- EXERCISE DIRECTIONS: The answer must be an exact copy of every entry.

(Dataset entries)
──────────────────────────────
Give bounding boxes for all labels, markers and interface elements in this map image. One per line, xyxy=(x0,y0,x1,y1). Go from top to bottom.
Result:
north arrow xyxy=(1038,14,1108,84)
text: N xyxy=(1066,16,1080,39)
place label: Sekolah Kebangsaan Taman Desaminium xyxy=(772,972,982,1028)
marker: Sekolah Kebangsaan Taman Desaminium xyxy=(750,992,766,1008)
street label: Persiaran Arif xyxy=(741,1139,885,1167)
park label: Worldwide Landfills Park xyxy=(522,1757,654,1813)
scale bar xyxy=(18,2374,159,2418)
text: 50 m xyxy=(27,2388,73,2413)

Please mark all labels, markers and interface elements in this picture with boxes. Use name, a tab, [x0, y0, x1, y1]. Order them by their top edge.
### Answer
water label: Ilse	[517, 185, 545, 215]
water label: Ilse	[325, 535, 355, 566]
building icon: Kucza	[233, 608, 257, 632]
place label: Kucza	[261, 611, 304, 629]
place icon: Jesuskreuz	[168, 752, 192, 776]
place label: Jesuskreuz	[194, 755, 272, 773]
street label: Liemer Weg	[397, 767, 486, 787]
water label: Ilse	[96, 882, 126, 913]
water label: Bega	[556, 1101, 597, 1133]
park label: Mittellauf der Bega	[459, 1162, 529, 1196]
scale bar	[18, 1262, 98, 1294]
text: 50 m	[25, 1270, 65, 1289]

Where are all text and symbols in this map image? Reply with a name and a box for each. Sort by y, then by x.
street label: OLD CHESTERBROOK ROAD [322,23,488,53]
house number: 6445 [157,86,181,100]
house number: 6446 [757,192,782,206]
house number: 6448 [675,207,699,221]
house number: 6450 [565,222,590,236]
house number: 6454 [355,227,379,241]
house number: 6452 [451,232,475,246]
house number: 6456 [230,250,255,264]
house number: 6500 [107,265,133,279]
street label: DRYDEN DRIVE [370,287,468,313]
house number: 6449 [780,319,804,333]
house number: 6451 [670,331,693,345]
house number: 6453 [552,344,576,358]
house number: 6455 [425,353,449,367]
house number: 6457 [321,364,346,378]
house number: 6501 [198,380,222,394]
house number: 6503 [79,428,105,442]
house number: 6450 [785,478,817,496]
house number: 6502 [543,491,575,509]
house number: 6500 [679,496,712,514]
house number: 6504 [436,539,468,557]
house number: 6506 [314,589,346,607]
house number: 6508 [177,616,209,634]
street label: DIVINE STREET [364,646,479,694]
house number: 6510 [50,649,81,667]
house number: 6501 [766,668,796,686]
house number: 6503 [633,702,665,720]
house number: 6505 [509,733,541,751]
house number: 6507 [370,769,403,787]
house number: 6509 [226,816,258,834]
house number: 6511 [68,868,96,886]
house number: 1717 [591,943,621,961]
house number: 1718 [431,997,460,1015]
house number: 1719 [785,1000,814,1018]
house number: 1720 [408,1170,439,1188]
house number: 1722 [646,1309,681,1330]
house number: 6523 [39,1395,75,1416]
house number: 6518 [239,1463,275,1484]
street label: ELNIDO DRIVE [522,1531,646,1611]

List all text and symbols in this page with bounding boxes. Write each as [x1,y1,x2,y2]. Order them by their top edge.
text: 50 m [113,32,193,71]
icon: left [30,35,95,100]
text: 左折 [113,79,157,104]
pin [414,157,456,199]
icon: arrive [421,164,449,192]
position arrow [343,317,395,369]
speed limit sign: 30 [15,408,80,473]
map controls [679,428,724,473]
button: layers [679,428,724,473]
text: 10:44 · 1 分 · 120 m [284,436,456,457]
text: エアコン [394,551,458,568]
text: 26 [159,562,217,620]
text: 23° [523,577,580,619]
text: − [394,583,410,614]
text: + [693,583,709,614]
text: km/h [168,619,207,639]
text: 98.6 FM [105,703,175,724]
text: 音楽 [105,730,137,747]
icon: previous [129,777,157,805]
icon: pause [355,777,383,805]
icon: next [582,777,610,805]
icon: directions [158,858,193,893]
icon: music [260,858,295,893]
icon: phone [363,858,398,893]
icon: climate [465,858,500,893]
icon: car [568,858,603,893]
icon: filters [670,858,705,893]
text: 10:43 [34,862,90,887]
──────────────────────────────
- RESPONSE:
Give bounding boxes for all labels, markers and interface elements in this map image. One per line, xyxy=(x0,y0,x1,y1). Go from top to bottom.
Result:
north arrow xyxy=(1038,14,1108,84)
text: N xyxy=(1066,16,1080,39)
place label: Sekolah Kebangsaan Taman Desaminium xyxy=(772,972,982,1028)
marker: Sekolah Kebangsaan Taman Desaminium xyxy=(750,992,766,1008)
street label: Persiaran Arif xyxy=(741,1139,885,1167)
park label: Worldwide Landfills Park xyxy=(522,1757,654,1813)
scale bar xyxy=(18,2374,159,2418)
text: 50 m xyxy=(27,2388,73,2413)

Please mark all labels, markers and interface elements in this picture with boxes. Use name, a tab, [x0, y0, x1, y1]. Order them by their top edge.
### Answer
water label: Ilse	[517, 185, 545, 215]
water label: Ilse	[325, 535, 355, 566]
building icon: Kucza	[233, 608, 257, 632]
place label: Kucza	[261, 611, 304, 629]
place icon: Jesuskreuz	[168, 752, 192, 776]
place label: Jesuskreuz	[194, 755, 272, 773]
street label: Liemer Weg	[397, 767, 486, 787]
water label: Ilse	[96, 882, 126, 913]
water label: Bega	[556, 1101, 597, 1133]
park label: Mittellauf der Bega	[459, 1162, 529, 1196]
scale bar	[18, 1262, 98, 1294]
text: 50 m	[25, 1270, 65, 1289]

Where are all text and symbols in this map image? Reply with a name and a box for each. Sort by y, then by x.
street label: OLD CHESTERBROOK ROAD [322,23,488,53]
house number: 6445 [157,86,181,100]
house number: 6446 [757,192,782,206]
house number: 6448 [675,207,699,221]
house number: 6450 [565,222,590,236]
house number: 6454 [355,227,379,241]
house number: 6452 [451,232,475,246]
house number: 6456 [230,250,255,264]
house number: 6500 [107,265,133,279]
street label: DRYDEN DRIVE [370,287,468,313]
house number: 6449 [780,319,804,333]
house number: 6451 [670,331,693,345]
house number: 6453 [552,344,576,358]
house number: 6455 [425,353,449,367]
house number: 6457 [321,364,346,378]
house number: 6501 [198,380,222,394]
house number: 6503 [79,428,105,442]
house number: 6450 [785,478,817,496]
house number: 6502 [543,491,575,509]
house number: 6500 [679,496,712,514]
house number: 6504 [436,539,468,557]
house number: 6506 [314,589,346,607]
house number: 6508 [177,616,209,634]
street label: DIVINE STREET [364,646,479,694]
house number: 6510 [50,649,81,667]
house number: 6501 [766,668,796,686]
house number: 6503 [633,702,665,720]
house number: 6505 [509,733,541,751]
house number: 6507 [370,769,403,787]
house number: 6509 [226,816,258,834]
house number: 6511 [68,868,96,886]
house number: 1717 [591,943,621,961]
house number: 1718 [431,997,460,1015]
house number: 1719 [785,1000,814,1018]
house number: 1720 [408,1170,439,1188]
house number: 1722 [646,1309,681,1330]
house number: 6523 [39,1395,75,1416]
house number: 6518 [239,1463,275,1484]
street label: ELNIDO DRIVE [522,1531,646,1611]

List all text and symbols in this page with bounding boxes. Write each as [x1,y1,x2,y2]. Order them by their top edge.
text: 50 m [113,32,193,71]
icon: left [30,35,95,100]
text: 左折 [113,79,157,104]
pin [414,157,456,199]
icon: arrive [421,164,449,192]
position arrow [343,317,395,369]
speed limit sign: 30 [15,408,80,473]
map controls [679,428,724,473]
button: layers [679,428,724,473]
text: 10:44 · 1 分 · 120 m [284,436,456,457]
text: エアコン [394,551,458,568]
text: 26 [159,562,217,620]
text: 23° [523,577,580,619]
text: − [394,583,410,614]
text: + [693,583,709,614]
text: km/h [168,619,207,639]
text: 98.6 FM [105,703,175,724]
text: 音楽 [105,730,137,747]
icon: previous [129,777,157,805]
icon: pause [355,777,383,805]
icon: next [582,777,610,805]
icon: directions [158,858,193,893]
icon: music [260,858,295,893]
icon: phone [363,858,398,893]
icon: climate [465,858,500,893]
icon: car [568,858,603,893]
icon: filters [670,858,705,893]
text: 10:43 [34,862,90,887]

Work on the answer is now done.